1915 San Marino general election
| 13 June 1915 |
- 20 of the 60 seats in the Grand and General Council 31 seats needed for a majority
- Turnout: 57.06% (▲7.09pp)
- This lists parties that won seats. See the complete results below.
| Party |  | Vote % | Seats | +/– |
|  | Independents | 100% | 20 | 0 |

= 1915 San Marino general election =

National election

General elections were held in San Marino on 13 June 1915 to elect the fourth term of the Grand and General Council.

==Electoral system==
According to the decisions of the Meeting of 1906, a third of the seats in the Grand and General Council should be renewed every three years.
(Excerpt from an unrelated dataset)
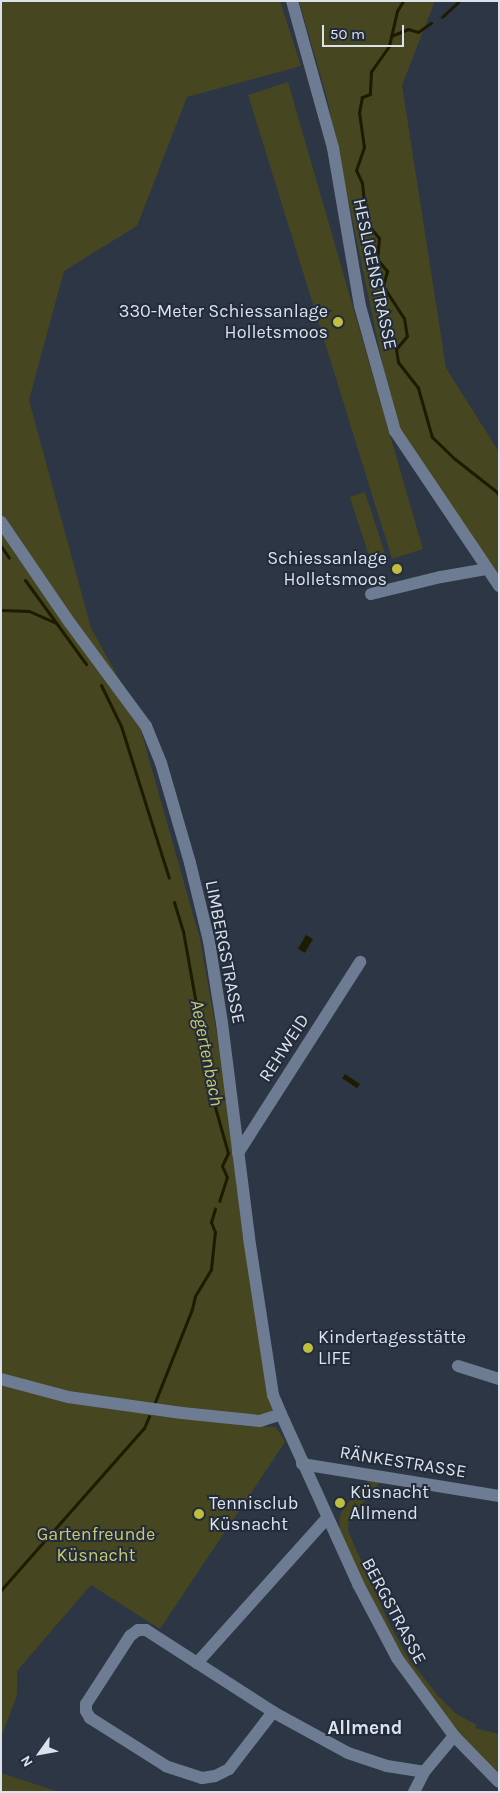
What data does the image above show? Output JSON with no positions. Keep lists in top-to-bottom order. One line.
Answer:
{"streets":{"street":["HESLIGENSTRASSE","LIMBERGSTRASSE","REHWEID","RÄNKESTRASSE","BERGSTRASSE"]},"crossings":[["LIMBERGSTRASSE","REHWEID"],["LIMBERGSTRASSE","BERGSTRASSE"],["RÄNKESTRASSE","BERGSTRASSE"]],"districts":["Allmend"],"water":["Aegertenbach"],"parks":["Gartenfreunde Küsnacht"],"places":["330-Meter Schiessanlage Holletsmoos","Schiessanlage Holletsmoos","Kindertagesstätte LIFE","Küsnacht Allmend","Tennisclub Küsnacht"],"scale_bar":"50 m","north":"bottom left"}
The twenty councillors elected in 1906 finished their term this year.

All councillors were elected in their constituency using a plurality-at-large voting, a non-partisan system. However, as previously happened, candidates elected generally belonged to the liberal group which had supported the democratic action of the Citizenry Meeting or, more, were members of the sole organized party of the country, the Sammarinese Socialist Party. This time the Socialists refused to join the government they left in 1913 following the reject of their fiscal reform.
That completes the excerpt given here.